Use Cases

What drives the QCArchive's development and features?

Driven and developed by community needs

The QCArchive project started from the needs and wants of the quantum chemistry community and the fields which benefit from its data. MolSSI reached out to the wider community and asked question such as:
What is getting in the way of you focusing on your scientific efforts?
What would help the field as a whole?
What do you think is missing?
It was from these interviews and research that the the concept of the QCArchive arose. From there, the needs were turned into the primary use cases below that QCArchive would then be designed to solve.

Use cases driving QCArchive's design and development

This was a modern case we heard involving machine learning. The many derivatives of this case all came down to "I want large data to do machine learning with for quantum chemistry." This use case illustrated the need for a regular structured, indexed, searchable database, but also to have small quantities of data returned for any query.

The primary non-machine learning application are those who need access to Q. Chem. data. Having a central repository of these calculations, especially for small molecule fragments, was a popular request. This avoids repeating calculations for small, derivative changes, but also recognizes when the molecules are changed enough to run new calculations. This is the primary use case for our partners at The Open Force Field Consortium.

The need to benchmark data is a long a sordid tale throughout all scientific research. Quantum chemistry research relies on access to large data sets to compare your calculations against. Hopefully all that data is in the same place, and hopefully its all formatted the same searchable way. Having a regular, persistent, searchable database of these calculations vastly reduces the time from needing the data to analyzing the data.

Sometimes, you just need to compare different methods. But aggregating many labs worth of research and calculations can be challenging. An index of molecules and calculations helps researches find these comparisons quickly.

Big data is still big data, and training AI databases takes less overhead when the Big Data is well formatted. Although the main use case presented is for the CMS community, this use case has garnered the interest of more general AI community as well.

One large problem in research is finding what has already been done. Whether to reference those data in papers, look them up as a precursors to your own research, or to avoid a duplicate calculation. The QCArchive looks to reduce this problem through its indexed, regular, searchable results.

Science is often gated behind technical expertise and infrastructure limitations. We QCArchive developers have elected to provide this expertise and build a tool everyone can benefit from, and we hope our efforts reduce the lag time from hypothesis to result. We also understand that many industrial and proprietary data groups have need of such software as well. This is why we have chosen to provide the software open source with instructions and examples of how to set up and run it on your own platforms, without exposing your data.

This is a deceptively simple use case and one we often hear from researchers, especially PhD students. This is a deceptive use case because it sounds like it something which should be easy, but is hard to do because it requires not only searching the literature and existing data bases (assuming they can be searched or found) for previous calculations. It also requires that the researcher set up the calculations in a comparable, fair way; which in turn requires incorporating new molecules and parameters into their code. QCArchive tries to handle all of these problems by automatically checking for the calculations' existence, and then setting up and running the calculations.

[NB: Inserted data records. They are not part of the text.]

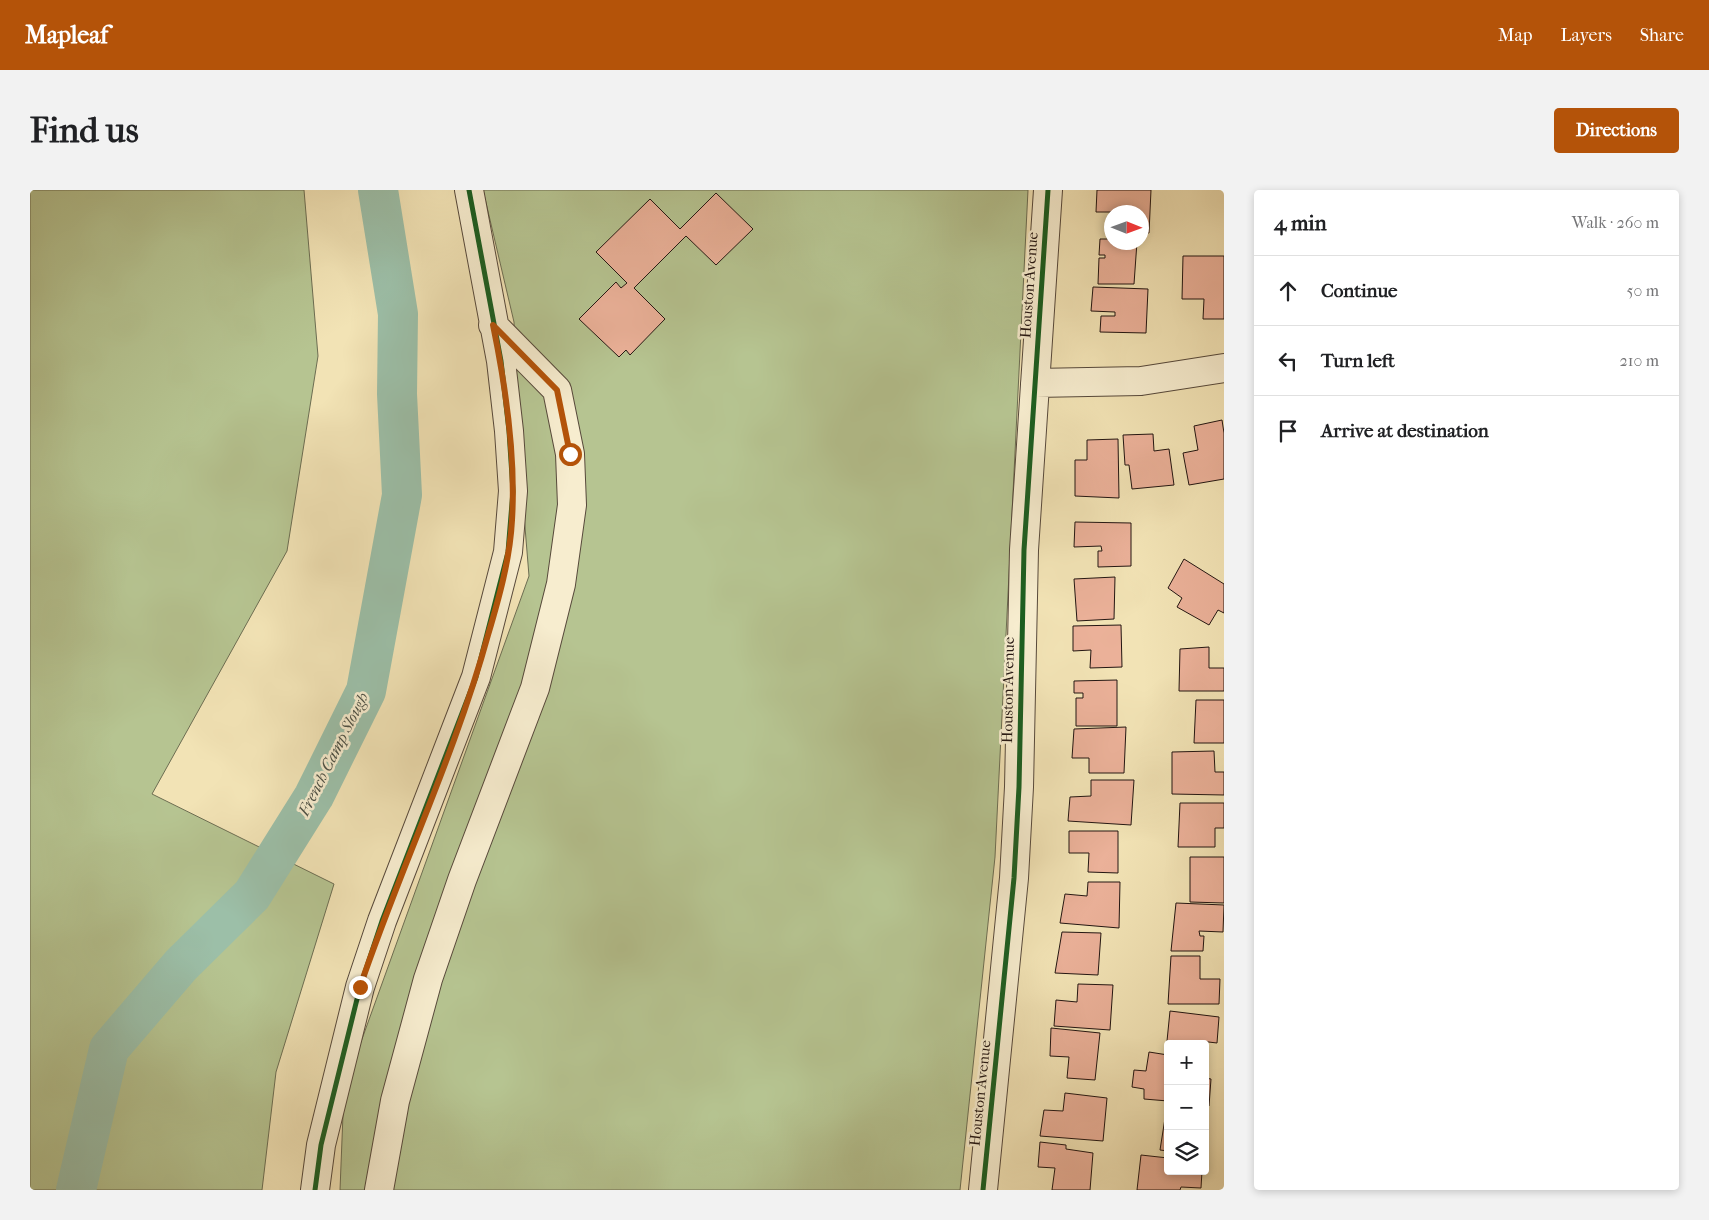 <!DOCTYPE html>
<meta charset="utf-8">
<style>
body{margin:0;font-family:"IM FELL French Canon",serif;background:#f2f2f2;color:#202124}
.controls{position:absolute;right:15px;bottom:15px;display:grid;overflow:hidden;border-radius:5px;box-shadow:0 2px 8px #0003}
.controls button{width:45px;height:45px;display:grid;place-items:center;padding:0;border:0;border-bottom:1px solid #e0e0e0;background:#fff;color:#202124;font:25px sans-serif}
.compass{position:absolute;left:1074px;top:15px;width:45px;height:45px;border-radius:50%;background:#fff;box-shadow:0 2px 8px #0003;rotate:91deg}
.stop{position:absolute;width:15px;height:15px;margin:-11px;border:4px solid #b45309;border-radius:50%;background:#fff}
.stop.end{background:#b45309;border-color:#fff;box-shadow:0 1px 5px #0008}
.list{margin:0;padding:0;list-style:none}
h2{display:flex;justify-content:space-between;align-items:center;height:65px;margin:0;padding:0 20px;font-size:21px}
h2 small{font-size:16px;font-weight:400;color:#757577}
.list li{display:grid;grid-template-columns:32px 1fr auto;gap:15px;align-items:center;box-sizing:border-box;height:70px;padding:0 20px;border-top:1px solid #e0e0e0}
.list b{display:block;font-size:19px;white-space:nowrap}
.list em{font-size:16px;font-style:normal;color:#757577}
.icon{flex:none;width:28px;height:28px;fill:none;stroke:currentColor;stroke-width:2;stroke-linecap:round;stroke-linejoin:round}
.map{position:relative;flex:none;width:1194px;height:1000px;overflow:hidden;border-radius:5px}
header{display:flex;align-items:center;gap:30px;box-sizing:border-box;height:70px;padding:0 25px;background:#b45309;color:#fff}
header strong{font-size:24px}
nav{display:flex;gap:28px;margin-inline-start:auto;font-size:18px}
.intro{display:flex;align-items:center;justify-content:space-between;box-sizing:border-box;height:120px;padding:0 30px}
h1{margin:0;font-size:35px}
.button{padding:12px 22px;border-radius:5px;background:#b45309;color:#fff;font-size:18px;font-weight:700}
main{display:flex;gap:30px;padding:0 30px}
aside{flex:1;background:#fff;border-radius:5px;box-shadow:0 2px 8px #0003}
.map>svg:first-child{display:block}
.green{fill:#b6c491;stroke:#6c6d52}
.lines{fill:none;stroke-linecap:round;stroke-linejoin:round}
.river{stroke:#9cbfa8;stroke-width:40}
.building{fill:#ebb199;stroke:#231612}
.minor-casing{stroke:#57493b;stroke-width:30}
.minor{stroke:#f7edcf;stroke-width:28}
.cycleway-casing{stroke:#f7edcf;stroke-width:8}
.cycleway{stroke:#1b5e20;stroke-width:5}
.route{stroke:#b45309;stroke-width:6}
.labels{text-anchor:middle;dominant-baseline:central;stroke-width:5;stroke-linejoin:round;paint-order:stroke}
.street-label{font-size:15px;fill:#231612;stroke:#f7edcf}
.water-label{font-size:16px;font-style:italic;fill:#4d5146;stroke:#f7edcf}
</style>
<header>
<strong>Mapleaf</strong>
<nav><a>Map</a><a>Layers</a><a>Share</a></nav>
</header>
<div class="intro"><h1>Find us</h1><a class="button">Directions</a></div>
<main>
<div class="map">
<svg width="1194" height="1000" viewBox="0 0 1194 1000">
<rect width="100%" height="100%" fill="#f2e3b5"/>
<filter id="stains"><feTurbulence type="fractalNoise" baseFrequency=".004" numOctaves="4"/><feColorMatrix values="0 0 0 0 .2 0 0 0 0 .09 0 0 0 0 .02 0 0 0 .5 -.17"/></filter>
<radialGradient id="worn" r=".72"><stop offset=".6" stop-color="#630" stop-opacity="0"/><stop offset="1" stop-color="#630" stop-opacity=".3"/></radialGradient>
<path class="green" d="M0,0h274l14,166 -31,195 -135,243 182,90 -58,188 -14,118h-232z
M453,0h545l-33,667 -35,333h-620l4,-101 185,-513 -12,-147 -3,-107z"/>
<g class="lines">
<path class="river" d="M46,1000l33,-141 72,-84 71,-70 62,-99 52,-105 36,-196 -5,-101 1,-80 -20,-124"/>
</g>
<path class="building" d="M1067,0h54l-2,43 -7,-1v-20h-46z
M686,3l37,36 -37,36 -30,-29 -52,52 31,31 -35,36 -4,-5 -7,7 -40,-38 37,-37 5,6 6,-5 -31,-31 54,-53 30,30z
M1070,49h12v3h25l-3,42h-36l1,-26h6v-3h-6z
M1153,66h41v63h-21l1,-20h-22z
M1063,97l55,2 -2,44 -46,-1 1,-16h14v-4l-24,-1z
M1192,230l2,13v46l-35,6 -6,-32 15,-3 -4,-24z
M1123,244l1,17 15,-2 5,36 -42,4 -3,-24h-4l-2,-30z
M1088,249l1,59 -44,-2v-36h12v-20z
M1045,332l56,1v43l-33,1v-16h4l-1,-5 -27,1z
M1154,369l40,25v29l-6,-3 -9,15 -32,-18 5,-9 -14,-10z
M1085,387l-1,42 -37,2 -3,-42z
M1091,435l1,42 -32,1 1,-18 -18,1v-25z
M1179,457v21h15v23h-45l1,-42z
M1087,490v46h-41v-28h7v-5h-9v-12z
M1166,510h28v43h-30z
M1096,537l-2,46h-35v-15h-17l2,-29z
M1184,561l1,21h9v23l-52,-1v-42z
M1061,590h43l-3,45 -63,-4 2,-24 21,-1z
M1150,613h44v25h-9v19h-37z
M1039,641h49v42l-30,-1 1,-19h-20z
M1160,667h34v46l-34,-1z
M1058,692h32l-1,46 -59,-5 5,-29 22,2z
M1146,713l48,2 -1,27 -24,-1 1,5h4l-1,15h-32z
M1032,742l39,1 -3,42 -43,-2z
M1141,766h29v23h20l-1,25h-51z
M1048,794l35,1 -3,45 -56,-4 2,-26 21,2z
M1140,821l49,6 -2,26 -17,-2v3h-32l-2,7z
M1021,838l49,5 -5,47 -28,-2 2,-21 -19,-1z
M1119,862l19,3v46l-24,-2v-10l-12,-2 2,-17 12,1z
M1175,888l6,1 -2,27 -4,-1z
M1035,903l42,5 -4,43 -63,-5 4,-26 19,1z
M1136,922h2v39l-8,-1z
M1010,952l26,3v4l27,4 -3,37h-38l3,-22 -17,-1z
M1111,965l27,3v13h34l-1,17 -20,-1 -1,3h-43z"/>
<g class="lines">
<defs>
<path id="minor" d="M1005,193l106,-2 83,-13
M285,1000l6,-45 39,-158 22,-66 94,-244 32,-125 5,-61 -4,-60 -8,-70 -32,-171
M349,1000l16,-89 33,-122 34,-99 73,-192 26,-104 11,-79 -2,-51 -13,-64 -64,-65
M953,1000l31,-312 5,-91 5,-237 24,-360"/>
</defs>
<use href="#minor" class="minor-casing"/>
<use href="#minor" class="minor"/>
<defs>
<path id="cycleway" d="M285,1000l6,-45 39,-158 22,-66 94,-244 32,-125 5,-61 -4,-60 -8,-70 -32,-171
M953,1000l31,-312 5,-91 5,-237 24,-360"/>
</defs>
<use href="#cycleway" class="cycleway-casing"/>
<use href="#cycleway" class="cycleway"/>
</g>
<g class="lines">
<path class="route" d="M330,797c40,-118 95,-232 128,-352 11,-37 22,-76 24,-115 4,-64 -6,-132 -19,-195l64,65 13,64"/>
</g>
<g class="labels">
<g class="street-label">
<text transform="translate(999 95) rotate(-86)">Houston Avenue</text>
<text transform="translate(978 500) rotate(-89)">Houston Avenue</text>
<text transform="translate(950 903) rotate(-84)">Houston Avenue</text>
</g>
<g class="water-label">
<text transform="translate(303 564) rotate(-63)">French Camp Slough</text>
</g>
</g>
<rect width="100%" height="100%" filter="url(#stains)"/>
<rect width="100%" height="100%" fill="url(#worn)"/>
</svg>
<div class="controls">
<button>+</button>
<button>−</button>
<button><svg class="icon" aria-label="layers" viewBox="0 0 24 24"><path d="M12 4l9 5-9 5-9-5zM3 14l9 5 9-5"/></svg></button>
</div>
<svg class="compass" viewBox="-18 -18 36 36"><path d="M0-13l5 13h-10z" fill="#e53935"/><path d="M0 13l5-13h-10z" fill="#757577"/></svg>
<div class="stop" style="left:540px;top:264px"></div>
<div class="stop end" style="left:330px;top:797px"></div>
</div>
<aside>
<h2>4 min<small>Walk · 260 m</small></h2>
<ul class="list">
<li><svg class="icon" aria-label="ahead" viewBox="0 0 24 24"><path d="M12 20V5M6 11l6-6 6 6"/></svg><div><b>Continue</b></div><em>50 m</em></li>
<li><svg class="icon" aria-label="left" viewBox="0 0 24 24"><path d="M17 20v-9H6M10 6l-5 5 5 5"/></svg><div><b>Turn left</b></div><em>210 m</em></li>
<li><svg class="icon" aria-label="arrive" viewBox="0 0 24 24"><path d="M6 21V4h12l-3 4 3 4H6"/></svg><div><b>Arrive at destination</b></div></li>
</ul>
</aside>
</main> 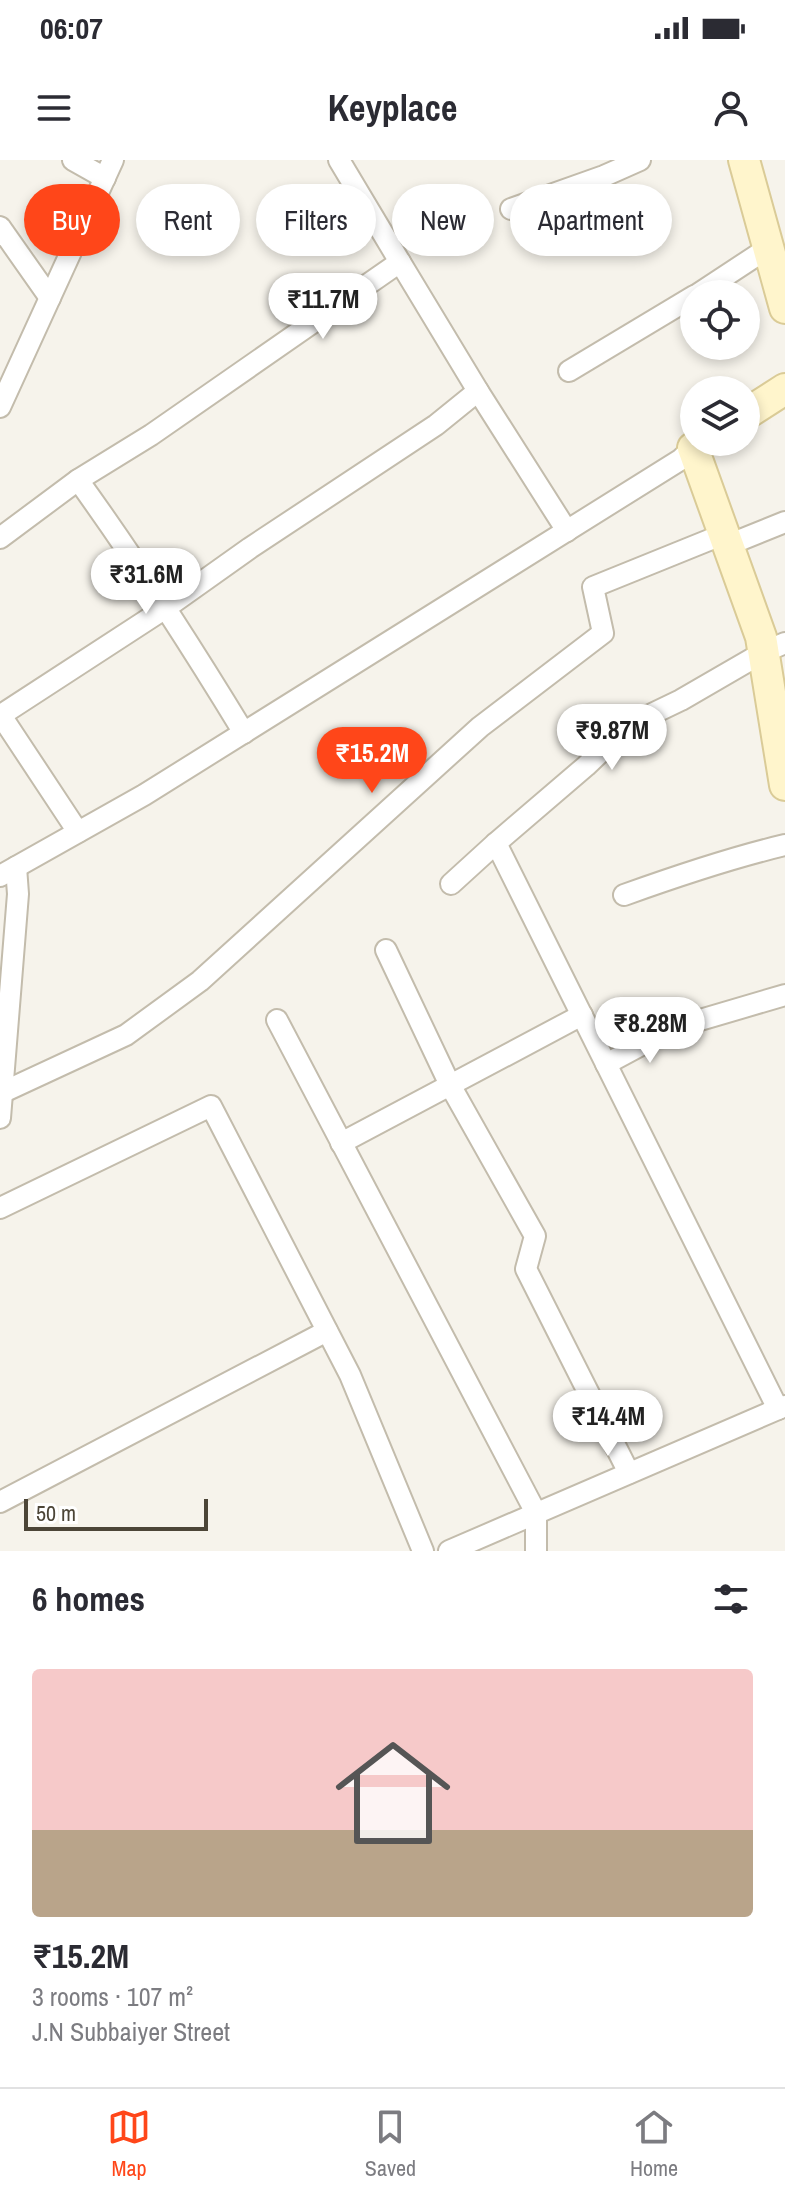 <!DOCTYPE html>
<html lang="en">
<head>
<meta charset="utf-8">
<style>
	:root { --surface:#fff; --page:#f2f2f3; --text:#2b2b33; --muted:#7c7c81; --line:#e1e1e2; --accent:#ff4619 }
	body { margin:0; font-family:"Archivo Narrow",sans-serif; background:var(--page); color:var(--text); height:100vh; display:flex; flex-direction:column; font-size:30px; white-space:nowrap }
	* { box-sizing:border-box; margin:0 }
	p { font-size:26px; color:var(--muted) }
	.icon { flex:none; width:44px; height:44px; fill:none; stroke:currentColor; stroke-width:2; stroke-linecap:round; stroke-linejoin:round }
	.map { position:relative; height:1391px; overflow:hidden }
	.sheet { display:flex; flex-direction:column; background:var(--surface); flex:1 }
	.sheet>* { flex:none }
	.top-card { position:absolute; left:24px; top:24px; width:738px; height:72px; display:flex; gap:16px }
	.controls { position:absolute; left:680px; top:120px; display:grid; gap:16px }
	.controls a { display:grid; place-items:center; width:80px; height:80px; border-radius:50%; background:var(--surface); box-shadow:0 4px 12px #0003; font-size:40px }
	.scale { position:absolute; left:24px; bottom:20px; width:184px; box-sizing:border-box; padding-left:8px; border:4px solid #4c4537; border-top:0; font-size:22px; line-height:28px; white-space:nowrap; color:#4c4537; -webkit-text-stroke:6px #fff; paint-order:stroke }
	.price { position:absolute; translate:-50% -68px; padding:0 18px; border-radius:28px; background:#fff; color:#222; font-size:26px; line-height:52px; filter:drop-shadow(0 2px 4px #0008) }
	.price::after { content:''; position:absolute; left:50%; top:48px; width:24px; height:18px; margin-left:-12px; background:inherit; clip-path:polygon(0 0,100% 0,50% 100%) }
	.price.on { background:var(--accent); color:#fff }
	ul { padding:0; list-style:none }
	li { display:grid; align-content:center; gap:16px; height:424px; padding:0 32px }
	li span { display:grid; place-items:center; height:248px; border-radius:8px; color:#555 }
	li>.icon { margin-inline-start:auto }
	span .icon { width:144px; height:144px; fill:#fffc; stroke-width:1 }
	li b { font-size:34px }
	h2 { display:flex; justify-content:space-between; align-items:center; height:96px; padding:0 32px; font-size:34px }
	.chip { padding:0 28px; border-radius:36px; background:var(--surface); box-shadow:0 4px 12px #0003; font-size:28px; line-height:72px }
	.chip.on { background:var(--accent); color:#fff }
	.status { display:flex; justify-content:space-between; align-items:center; height:56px; padding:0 40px; background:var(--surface); direction:ltr }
	.status svg { height:22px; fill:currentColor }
	header { display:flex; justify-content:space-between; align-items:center; height:104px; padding:0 32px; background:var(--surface); font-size:36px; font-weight:800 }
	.menu { display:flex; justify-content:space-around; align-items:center; height:112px; border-top:2px solid var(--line); background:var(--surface); font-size:22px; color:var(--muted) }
	.menu a { display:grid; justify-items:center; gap:4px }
	.menu .on { color:var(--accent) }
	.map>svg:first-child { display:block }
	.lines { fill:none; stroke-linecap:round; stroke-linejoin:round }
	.minor-casing { stroke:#c3bcac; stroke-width:24 }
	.secondary-casing { stroke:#dacb97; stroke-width:34 }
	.minor { stroke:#fff; stroke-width:20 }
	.secondary { stroke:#fff5cc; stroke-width:30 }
</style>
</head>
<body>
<div class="status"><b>06:07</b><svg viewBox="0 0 49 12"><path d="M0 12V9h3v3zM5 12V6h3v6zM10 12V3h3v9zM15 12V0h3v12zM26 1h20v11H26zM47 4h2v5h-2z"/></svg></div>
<header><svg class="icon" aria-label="menu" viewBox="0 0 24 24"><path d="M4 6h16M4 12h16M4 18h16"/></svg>Keyplace<svg class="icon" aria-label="person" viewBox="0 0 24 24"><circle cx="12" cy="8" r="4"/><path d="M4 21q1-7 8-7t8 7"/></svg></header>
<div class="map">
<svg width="785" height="1391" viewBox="0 0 785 1391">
	<rect width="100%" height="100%" fill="#f6f3eb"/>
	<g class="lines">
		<defs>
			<g id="minor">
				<polyline points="73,0 105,18"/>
				<polyline points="339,0 400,102"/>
				<polyline points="511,49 604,16 640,0"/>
				<polyline points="0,67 50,138"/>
				<polyline points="698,134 768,88"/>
				<polyline points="569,211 694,136"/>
				<polyline points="0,247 113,0"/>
				<path d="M78,320C138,403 191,486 244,573"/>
				<polyline points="0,378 78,320 151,275 400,102 478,231 567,371"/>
				<polyline points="728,385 785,362"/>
				<polyline points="0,554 78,672"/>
				<polyline points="1,555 167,447 250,388 436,265 478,231"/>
				<polyline points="496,683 778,1249"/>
				<polyline points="0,716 144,635 680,300 693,288"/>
				<polyline points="451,724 496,683 586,606 629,565 681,540 764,492 785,483"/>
				<path d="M624,735C677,716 730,698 785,685"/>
				<polyline points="386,790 450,925 535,1076 526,1109 629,1313"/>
				<polyline points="277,860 536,1353 536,1391"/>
				<polyline points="606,904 673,868 785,835"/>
				<polyline points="1,933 126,875 200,821 480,567 603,473 593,427 724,374"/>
				<polyline points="0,958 18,734 16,707"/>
				<polyline points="341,983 582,855"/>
				<polyline points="0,1048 211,946 350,1215 423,1391"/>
				<polyline points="0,1342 327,1171"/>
				<polyline points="449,1391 785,1246"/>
			</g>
			<g id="secondary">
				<polyline points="744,0 785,148"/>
				<polyline points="746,254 785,229"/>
				<polyline points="702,282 693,288 761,477 785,625"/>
			</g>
		</defs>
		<!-- minor casing -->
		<use href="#minor" class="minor-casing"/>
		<!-- secondary casing -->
		<use href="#secondary" class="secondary-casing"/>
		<!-- minor -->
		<use href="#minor" class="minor"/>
		<!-- secondary -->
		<use href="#secondary" class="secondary"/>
	</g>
</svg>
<div class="controls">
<a><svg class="icon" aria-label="locate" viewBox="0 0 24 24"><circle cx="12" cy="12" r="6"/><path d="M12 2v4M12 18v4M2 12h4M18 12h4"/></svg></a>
<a><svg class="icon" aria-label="layers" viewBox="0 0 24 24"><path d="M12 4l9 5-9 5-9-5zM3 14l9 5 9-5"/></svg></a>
</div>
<div class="scale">50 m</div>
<b class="price" style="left:323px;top:181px">₹11.7M</b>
<b class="price" style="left:146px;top:456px">₹31.6M</b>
<b class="price" style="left:612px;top:612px">₹9.87M</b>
<b class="price on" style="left:372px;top:635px">₹15.2M</b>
<b class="price" style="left:650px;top:905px">₹8.28M</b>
<b class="price" style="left:608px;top:1298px">₹14.4M</b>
<div class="top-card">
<a class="chip on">Buy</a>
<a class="chip">Rent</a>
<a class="chip">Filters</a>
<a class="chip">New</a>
<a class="chip">Apartment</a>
</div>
</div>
<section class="sheet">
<h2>6 homes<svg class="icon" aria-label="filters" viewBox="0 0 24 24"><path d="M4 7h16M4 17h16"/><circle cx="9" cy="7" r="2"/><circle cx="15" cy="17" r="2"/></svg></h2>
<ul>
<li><span style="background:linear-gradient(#f6c9c9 65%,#b9a48a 0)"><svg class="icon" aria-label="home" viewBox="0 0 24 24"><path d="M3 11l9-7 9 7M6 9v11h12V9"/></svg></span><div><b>₹15.2M</b><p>3 rooms · 107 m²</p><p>J.N Subbaiyer Street</p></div></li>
</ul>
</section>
<nav class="menu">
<a class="on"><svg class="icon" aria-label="map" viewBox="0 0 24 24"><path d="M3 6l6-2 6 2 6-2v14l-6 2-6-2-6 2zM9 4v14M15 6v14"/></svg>Map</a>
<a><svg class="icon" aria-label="saved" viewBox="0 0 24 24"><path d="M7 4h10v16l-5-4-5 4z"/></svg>Saved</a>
<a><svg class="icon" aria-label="home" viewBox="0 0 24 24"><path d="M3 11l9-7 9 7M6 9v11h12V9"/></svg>Home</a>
</nav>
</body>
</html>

QCArchive's database is designed to support exactly this. You can supply your data through our Portal without setting up your own server. Your data's provenance information can also be submitted with data so its author and program can be tracked as well. Know that submitting your data to QCArchive's central data base will make it public.

This is a reasonable request, and we understand graduate student time is finite. As as PI, you will want your graduate students focusing on the science behind their work, not database management. QCArchive's user facing Portal abstracts the database interface through a more user-friendly set of API calls. Users do not need to understand database tables, or even how we have organized the data on the back end. We'll handle that, you focus on the science.

QCArchive is designed to handle multiple compute locations, and handles the distribution of compute jobs for the user, with minimal initial setup. Once you configure the compute manager for a given compute site, you can configure any number of managers to talk back to a central QCFractal server. Then all the researchers in your collaboration can submit jobs to the same central QCFractal server and jobs will be distributed to all attached managers.

At its heart, this is what QCArchive aims to accomplish. This use case shares overlap with other use cases in this list. Please see the Uses Cases on Machine Learning, Database Management, and Duplicate Calculations above.

QCArchive is a dynamic collection of methods and calculations, not a fixed set of immutable known calculations. We encourage users to develop their own procedures and interfaces to other quantum chemistry codes. We also encourage users to contribute these changes back to the QCArchive through GitHub Pull Requests to bring those into the code for everyone else to use.